About Us

Our family of 6 (dad Adam, mom Sherry, big sister Abby and little brothers Isaac and Brady -- who was born on December 14, 2010) joined the ranks of pediatric cancer fighters when our 4-year old son Logan was diagnosed with a dangerous and highly malignant form of brain cancer in mid-August 2010. Logan's cancer journey began abruptly on Sunday, August 15, when his right eye suddenly turned inward during dinner. Twenty-four hours later, we were checking into Children's Hospital Oakland and finding out that life sometimes takes you places you'd never, ever imagine yourself going.

Sunday, December 8, 2013

Winter

Isaac keeps asking me if it's winter yet. Though we're not anywhere near the depths of freeze that my midwestern and far northern friends will enjoy, it's been below freezing overnight. And for us that's a huge deal. I, of course, keep saying no, since technically, it's still fall.

But in a way, he's right because it's been winter for me for quite a long while.

As an aside before I get to the meat of my entry, there's really no way that this will be anything but cheesy and cliche, but hey, it's all the truth so Cheez Whiz aside, I hope it'll serve some sort of purpose for someone.

So, yes. Winter. I do indeed feel like I've been in a cold, icy place for quite a while. A few years, really, since August of 2010 when everything first started to fall apart. It's almost like my head has been free while my arms and legs have been encased in ice.

But here's the irony. Lately, I've felt the ice begin to melt just a wee bit. Yes, just as we're literally heading into winter, the coldest time of the year, the chill feels a little less intense. There are, of course, pains that come along with moving parts that haven't moved in a long while; the creaking of joints underused. I say the wrong things more often than I want to admit.

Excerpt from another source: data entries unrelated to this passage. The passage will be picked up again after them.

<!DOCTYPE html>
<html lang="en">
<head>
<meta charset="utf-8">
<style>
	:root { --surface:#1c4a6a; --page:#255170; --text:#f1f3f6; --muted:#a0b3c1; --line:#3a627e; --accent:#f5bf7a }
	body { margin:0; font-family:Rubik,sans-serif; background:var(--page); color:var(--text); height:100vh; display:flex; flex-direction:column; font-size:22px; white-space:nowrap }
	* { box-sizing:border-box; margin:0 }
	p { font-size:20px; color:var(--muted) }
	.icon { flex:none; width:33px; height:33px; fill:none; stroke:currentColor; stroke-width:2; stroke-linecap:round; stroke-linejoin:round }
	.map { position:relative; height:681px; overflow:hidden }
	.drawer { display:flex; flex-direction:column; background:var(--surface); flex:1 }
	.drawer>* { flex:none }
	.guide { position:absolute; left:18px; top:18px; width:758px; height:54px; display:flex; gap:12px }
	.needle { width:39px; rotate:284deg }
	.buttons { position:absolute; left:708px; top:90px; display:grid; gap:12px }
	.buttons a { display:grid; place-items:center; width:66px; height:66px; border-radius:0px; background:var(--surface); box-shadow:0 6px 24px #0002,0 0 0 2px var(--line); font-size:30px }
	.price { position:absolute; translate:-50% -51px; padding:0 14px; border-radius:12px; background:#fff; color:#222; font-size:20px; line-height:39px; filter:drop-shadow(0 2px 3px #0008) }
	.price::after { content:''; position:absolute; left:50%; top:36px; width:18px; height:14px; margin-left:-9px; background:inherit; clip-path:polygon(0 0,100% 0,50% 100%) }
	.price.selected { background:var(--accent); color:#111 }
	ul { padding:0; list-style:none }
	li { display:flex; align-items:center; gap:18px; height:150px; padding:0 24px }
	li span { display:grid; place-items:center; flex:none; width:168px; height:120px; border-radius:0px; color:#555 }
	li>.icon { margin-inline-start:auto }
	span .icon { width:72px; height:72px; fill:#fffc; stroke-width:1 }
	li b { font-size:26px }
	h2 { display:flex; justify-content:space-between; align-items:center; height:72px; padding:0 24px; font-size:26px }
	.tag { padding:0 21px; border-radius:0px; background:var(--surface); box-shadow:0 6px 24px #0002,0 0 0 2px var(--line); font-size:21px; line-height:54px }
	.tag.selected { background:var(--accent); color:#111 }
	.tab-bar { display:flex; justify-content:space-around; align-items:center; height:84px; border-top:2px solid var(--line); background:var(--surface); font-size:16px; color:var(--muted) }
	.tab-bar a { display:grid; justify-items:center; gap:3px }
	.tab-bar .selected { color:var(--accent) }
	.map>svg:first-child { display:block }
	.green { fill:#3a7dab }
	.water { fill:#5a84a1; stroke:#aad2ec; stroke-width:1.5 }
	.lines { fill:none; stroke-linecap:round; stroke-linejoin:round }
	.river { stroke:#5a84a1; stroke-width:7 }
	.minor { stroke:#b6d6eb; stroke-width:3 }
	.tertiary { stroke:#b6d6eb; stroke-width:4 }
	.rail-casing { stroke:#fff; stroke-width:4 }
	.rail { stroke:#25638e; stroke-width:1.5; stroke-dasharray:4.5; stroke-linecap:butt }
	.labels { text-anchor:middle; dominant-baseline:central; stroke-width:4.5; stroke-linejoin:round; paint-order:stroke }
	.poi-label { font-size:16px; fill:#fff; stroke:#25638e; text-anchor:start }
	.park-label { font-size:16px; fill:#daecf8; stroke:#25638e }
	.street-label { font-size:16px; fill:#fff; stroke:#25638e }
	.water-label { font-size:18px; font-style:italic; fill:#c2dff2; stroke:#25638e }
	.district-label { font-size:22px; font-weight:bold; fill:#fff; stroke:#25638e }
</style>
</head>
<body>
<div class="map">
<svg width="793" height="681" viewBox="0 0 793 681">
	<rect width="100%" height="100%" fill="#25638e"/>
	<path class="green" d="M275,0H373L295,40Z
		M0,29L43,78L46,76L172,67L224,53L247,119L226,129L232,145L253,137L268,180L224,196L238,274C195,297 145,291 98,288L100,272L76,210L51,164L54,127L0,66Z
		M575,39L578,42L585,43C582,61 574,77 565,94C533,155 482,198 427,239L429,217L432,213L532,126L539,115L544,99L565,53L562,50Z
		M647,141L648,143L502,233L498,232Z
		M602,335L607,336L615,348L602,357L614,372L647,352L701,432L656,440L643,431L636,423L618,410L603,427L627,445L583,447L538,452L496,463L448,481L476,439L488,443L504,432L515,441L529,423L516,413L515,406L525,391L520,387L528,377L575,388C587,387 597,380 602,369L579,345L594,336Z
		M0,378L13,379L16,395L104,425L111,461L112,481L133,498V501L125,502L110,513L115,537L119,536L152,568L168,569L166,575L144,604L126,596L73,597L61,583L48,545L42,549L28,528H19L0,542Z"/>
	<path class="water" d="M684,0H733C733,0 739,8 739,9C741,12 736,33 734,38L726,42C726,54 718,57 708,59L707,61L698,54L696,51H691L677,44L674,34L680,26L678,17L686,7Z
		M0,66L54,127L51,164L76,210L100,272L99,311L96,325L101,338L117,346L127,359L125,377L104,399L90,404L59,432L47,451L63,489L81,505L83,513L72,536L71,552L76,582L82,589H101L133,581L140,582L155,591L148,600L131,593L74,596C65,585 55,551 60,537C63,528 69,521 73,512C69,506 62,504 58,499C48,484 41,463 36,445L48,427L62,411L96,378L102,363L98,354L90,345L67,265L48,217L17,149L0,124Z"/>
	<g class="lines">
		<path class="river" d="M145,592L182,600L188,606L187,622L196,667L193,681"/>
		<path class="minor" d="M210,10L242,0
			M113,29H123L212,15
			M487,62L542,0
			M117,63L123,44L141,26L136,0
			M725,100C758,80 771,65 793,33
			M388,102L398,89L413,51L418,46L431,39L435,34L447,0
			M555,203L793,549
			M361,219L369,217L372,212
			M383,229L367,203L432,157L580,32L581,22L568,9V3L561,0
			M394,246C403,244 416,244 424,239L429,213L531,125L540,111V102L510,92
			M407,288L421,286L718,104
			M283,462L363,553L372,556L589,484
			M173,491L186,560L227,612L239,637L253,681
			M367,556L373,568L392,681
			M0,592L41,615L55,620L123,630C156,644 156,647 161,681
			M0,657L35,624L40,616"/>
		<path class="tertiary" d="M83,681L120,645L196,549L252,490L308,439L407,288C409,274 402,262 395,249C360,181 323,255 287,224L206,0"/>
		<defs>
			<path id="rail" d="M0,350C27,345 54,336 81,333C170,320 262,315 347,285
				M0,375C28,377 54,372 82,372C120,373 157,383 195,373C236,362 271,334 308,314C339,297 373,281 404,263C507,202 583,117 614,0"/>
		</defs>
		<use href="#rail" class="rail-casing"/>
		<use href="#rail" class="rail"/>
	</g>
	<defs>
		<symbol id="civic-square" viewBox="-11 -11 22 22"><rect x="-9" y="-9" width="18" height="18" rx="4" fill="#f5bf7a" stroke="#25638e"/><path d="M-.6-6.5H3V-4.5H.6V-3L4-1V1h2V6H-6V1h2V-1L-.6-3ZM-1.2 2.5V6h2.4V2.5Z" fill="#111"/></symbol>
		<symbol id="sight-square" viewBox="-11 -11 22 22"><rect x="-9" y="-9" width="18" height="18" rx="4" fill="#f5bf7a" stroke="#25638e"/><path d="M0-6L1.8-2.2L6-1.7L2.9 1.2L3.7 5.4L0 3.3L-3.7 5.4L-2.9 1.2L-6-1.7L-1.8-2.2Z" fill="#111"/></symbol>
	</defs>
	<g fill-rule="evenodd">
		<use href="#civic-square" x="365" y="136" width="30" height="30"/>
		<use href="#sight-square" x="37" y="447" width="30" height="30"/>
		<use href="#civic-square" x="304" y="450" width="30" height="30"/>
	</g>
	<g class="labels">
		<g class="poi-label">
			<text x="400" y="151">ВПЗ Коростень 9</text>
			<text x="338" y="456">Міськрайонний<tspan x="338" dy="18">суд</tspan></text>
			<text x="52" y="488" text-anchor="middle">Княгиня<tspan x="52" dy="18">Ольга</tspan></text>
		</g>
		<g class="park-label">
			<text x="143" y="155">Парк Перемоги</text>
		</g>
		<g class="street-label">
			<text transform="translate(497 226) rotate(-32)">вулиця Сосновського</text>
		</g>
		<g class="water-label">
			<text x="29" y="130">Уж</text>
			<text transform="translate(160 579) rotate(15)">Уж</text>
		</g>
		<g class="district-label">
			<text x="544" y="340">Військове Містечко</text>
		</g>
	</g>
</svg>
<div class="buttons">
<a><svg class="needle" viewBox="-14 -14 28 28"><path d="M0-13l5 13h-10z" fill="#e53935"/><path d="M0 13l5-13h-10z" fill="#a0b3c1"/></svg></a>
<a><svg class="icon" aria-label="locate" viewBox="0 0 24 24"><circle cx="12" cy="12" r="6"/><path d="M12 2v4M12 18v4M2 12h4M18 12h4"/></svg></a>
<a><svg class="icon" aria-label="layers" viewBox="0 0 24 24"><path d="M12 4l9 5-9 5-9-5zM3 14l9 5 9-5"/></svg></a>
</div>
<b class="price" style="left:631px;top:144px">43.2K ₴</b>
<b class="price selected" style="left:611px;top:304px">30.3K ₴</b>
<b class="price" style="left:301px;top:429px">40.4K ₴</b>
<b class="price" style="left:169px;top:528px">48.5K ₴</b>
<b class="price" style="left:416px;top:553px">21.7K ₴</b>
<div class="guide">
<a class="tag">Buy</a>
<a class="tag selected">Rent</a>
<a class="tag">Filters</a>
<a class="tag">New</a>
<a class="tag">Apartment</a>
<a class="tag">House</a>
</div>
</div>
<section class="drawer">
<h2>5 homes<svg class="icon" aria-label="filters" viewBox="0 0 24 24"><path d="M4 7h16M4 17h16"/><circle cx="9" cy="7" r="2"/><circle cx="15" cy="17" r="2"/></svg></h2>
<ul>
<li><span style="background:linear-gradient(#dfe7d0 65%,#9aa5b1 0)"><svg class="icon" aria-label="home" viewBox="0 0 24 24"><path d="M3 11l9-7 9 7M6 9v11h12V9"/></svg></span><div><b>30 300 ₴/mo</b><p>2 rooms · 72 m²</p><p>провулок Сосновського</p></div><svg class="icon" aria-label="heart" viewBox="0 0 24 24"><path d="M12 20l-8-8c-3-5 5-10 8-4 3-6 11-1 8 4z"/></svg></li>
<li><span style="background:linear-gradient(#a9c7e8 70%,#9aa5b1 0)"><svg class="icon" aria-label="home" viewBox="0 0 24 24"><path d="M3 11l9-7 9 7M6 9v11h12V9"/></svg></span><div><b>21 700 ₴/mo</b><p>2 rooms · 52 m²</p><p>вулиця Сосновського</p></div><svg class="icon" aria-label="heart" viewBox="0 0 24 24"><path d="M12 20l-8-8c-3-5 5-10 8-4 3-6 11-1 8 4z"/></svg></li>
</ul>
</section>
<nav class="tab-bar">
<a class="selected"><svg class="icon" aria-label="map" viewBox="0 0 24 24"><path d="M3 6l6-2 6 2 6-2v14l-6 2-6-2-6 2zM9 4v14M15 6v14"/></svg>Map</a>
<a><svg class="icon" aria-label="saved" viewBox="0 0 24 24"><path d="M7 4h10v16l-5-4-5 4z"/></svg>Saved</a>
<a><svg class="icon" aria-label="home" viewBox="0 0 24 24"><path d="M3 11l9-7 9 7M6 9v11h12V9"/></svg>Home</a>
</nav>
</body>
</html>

I miss my Logan every single day. There probably isn't an hour that goes by that doesn't feature him dancing through my thoughts. But the sadness feels a little less... crippling. I'm loving watching Abby as she becomes a young woman. I'm loving watching Isaac thrive in kindergarten. I'm loving watching Brady talk and walk and shake his booty just like his biggest brother used to do. That prolonged winter tried to take all of that away from me. But at some point, without realizing it, I told the winter that it couldn't do that anymore.

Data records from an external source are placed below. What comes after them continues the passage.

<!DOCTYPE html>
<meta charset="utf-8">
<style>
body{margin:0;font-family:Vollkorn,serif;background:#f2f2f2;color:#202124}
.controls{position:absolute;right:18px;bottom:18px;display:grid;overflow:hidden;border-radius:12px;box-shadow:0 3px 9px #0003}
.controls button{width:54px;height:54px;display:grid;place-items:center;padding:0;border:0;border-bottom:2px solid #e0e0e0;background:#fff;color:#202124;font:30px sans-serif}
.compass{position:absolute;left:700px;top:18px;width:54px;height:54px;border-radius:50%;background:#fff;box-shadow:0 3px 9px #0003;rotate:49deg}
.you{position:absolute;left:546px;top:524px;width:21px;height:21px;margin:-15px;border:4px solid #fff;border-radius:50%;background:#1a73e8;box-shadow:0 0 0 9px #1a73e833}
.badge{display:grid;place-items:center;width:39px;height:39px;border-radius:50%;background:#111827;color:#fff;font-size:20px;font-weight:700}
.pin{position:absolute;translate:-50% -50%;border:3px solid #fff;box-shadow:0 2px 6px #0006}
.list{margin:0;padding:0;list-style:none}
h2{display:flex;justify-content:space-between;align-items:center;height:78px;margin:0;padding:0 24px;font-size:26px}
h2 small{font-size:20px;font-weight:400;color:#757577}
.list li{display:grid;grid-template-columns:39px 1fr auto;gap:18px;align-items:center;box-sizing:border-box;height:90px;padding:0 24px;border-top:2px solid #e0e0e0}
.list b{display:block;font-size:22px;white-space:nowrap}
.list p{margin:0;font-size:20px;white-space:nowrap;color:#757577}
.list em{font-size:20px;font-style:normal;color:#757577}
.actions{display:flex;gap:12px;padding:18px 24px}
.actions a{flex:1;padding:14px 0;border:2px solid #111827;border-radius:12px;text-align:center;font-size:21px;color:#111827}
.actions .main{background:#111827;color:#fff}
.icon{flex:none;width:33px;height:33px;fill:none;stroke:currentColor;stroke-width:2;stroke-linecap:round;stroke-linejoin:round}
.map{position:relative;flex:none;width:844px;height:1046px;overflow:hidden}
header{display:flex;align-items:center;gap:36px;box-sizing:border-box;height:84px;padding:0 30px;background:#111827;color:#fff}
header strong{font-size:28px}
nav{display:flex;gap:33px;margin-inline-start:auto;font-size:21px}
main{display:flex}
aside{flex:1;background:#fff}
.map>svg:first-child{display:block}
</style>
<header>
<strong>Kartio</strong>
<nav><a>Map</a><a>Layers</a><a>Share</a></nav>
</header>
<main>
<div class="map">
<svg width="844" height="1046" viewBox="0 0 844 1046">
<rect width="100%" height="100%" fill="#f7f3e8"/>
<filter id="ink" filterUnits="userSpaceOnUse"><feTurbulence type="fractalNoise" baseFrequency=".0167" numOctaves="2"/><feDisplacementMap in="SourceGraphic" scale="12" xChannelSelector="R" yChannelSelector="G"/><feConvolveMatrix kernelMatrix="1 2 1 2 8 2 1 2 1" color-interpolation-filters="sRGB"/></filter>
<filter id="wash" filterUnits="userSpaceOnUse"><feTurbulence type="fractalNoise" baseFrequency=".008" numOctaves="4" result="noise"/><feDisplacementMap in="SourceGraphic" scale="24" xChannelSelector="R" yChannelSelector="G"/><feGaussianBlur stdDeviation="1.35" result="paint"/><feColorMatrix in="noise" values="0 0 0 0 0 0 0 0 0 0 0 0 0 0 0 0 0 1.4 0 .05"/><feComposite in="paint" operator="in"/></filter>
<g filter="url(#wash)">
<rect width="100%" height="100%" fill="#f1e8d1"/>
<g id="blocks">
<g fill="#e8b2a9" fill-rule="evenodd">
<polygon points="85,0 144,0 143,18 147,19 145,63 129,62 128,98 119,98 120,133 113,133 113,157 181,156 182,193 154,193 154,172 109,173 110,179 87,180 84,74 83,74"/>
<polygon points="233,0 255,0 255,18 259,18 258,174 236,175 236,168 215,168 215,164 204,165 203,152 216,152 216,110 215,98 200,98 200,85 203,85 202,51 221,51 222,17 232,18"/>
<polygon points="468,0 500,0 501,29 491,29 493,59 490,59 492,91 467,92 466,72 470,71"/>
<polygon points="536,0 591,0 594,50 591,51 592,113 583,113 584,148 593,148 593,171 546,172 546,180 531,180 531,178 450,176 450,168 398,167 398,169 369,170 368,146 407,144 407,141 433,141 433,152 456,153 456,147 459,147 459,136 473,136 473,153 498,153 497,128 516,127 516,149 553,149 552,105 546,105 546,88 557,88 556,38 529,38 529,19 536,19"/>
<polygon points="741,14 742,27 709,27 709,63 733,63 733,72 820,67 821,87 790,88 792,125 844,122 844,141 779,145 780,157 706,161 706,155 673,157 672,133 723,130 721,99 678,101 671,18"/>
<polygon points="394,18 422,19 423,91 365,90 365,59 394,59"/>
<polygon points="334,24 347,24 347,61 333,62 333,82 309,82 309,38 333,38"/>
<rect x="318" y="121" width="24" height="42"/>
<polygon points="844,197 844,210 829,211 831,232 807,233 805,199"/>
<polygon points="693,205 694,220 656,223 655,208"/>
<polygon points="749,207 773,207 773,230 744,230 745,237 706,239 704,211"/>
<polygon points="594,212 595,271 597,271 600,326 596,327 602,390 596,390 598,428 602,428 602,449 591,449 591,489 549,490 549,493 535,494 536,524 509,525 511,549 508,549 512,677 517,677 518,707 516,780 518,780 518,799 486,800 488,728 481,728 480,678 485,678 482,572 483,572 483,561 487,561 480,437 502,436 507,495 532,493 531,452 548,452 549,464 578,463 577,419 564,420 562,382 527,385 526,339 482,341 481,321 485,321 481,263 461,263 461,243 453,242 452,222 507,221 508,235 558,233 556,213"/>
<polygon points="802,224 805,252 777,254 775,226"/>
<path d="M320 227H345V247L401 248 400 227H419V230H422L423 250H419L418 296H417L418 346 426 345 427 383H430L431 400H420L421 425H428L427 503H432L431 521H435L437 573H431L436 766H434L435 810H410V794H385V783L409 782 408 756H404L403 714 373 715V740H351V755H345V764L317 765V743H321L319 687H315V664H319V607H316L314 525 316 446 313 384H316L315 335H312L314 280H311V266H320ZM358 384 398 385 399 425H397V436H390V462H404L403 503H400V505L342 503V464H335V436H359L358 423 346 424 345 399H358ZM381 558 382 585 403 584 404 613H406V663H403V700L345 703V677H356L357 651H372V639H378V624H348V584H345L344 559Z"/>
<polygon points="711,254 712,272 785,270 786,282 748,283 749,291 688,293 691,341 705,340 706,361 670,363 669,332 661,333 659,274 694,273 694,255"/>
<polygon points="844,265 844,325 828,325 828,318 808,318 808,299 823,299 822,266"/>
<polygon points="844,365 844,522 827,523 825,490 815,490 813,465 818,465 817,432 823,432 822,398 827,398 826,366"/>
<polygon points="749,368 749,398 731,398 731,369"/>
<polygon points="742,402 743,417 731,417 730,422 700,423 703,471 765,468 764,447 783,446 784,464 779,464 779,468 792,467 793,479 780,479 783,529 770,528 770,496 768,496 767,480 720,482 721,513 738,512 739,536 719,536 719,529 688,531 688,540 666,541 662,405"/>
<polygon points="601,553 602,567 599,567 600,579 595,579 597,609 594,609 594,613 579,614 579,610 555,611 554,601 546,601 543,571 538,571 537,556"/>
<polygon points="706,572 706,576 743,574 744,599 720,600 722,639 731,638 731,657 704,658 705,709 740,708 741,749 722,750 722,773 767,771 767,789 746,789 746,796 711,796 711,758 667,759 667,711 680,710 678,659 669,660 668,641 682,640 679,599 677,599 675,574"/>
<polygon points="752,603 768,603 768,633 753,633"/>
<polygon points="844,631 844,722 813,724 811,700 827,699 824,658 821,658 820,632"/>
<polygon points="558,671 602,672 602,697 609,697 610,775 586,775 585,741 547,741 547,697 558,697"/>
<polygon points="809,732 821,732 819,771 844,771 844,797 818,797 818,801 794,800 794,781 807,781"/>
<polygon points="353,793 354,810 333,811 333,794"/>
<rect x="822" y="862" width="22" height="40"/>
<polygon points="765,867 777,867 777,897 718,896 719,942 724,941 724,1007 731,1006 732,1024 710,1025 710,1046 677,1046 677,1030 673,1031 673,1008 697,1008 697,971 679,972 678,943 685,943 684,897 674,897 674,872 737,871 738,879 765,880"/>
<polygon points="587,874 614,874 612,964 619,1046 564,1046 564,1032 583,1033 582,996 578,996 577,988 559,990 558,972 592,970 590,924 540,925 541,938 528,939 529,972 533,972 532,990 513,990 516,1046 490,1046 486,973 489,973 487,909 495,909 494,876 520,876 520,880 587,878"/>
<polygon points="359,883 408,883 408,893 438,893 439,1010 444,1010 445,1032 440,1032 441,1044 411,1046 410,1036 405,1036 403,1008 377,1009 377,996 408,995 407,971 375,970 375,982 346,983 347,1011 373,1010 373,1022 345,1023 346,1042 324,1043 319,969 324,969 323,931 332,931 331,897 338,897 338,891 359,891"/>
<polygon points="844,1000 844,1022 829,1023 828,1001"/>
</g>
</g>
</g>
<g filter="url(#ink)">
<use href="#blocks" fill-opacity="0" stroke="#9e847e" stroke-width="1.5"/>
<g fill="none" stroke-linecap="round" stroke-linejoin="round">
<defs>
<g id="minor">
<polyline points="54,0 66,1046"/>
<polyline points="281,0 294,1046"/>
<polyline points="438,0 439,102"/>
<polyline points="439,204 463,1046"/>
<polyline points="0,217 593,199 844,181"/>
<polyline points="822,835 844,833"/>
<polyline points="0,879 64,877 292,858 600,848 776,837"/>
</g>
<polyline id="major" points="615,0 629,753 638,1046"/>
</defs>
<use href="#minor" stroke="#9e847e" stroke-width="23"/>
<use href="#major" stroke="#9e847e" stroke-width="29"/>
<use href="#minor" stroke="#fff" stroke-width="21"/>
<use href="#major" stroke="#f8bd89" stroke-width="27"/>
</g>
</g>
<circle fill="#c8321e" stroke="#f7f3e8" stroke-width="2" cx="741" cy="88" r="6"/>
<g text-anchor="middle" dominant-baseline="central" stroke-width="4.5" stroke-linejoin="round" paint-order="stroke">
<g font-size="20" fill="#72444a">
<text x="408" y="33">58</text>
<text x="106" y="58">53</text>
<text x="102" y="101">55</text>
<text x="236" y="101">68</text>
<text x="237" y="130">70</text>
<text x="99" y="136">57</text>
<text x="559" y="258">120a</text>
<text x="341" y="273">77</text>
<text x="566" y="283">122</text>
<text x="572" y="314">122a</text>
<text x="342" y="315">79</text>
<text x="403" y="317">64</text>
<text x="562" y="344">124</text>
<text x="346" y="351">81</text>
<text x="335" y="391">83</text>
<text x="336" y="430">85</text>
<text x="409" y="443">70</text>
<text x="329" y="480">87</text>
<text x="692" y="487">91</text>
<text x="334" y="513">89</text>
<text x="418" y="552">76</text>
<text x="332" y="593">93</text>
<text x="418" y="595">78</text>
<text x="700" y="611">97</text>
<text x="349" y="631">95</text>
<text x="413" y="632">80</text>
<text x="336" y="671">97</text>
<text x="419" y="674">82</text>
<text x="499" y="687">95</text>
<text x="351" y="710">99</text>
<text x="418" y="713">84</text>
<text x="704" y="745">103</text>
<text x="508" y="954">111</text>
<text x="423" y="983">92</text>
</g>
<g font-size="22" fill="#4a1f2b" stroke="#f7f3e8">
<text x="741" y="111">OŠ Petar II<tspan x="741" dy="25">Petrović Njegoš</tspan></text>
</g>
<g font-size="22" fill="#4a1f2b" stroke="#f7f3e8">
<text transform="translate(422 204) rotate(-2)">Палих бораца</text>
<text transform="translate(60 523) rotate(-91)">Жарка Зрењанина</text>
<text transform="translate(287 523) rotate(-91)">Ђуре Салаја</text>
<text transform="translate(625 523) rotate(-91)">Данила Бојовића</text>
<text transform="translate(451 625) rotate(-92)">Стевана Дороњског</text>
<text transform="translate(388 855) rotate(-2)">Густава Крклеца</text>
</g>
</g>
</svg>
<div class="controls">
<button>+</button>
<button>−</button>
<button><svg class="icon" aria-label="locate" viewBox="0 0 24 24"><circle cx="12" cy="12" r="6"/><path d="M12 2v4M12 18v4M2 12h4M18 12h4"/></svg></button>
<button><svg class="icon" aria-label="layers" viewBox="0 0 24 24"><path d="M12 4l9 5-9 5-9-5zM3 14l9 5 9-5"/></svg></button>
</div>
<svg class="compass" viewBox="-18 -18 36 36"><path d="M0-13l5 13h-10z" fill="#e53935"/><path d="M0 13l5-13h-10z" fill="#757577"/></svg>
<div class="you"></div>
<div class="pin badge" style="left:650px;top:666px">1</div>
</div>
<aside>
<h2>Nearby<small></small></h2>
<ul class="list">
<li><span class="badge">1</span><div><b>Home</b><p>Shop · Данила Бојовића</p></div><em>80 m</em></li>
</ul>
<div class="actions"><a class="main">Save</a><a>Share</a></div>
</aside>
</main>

None of this is to say that I'm over it all, because I'm not. You don't get over losing your child, ever. At least not in this life. And there are moments that come along that make me feel like I've been stabbed. Really. I'll be completely fine, and then something completely random or otherwise insignificant will happen and bam, I completely lose my stuffing.

But for now, looking objectively at myself and putting the bad moments aside, I can say that it's all a little better. And I can't ask for more than that.

1 comment:

  1. Hi Sherry, we don't know each other, but I started following your blog a couple of years ago. I don't check it nearly as often as I should, but just wanted to stop by and let you know you've been in my heart and prayers lately. Grief of this magnitude is a lifelong battle, and it hurts even more when you feel alone. Your family's journey has touched so many lives and hearts that you and sweet Logan will never, ever be forgotten. I pray that your winter will soon give way to the blossoms of joy in spring.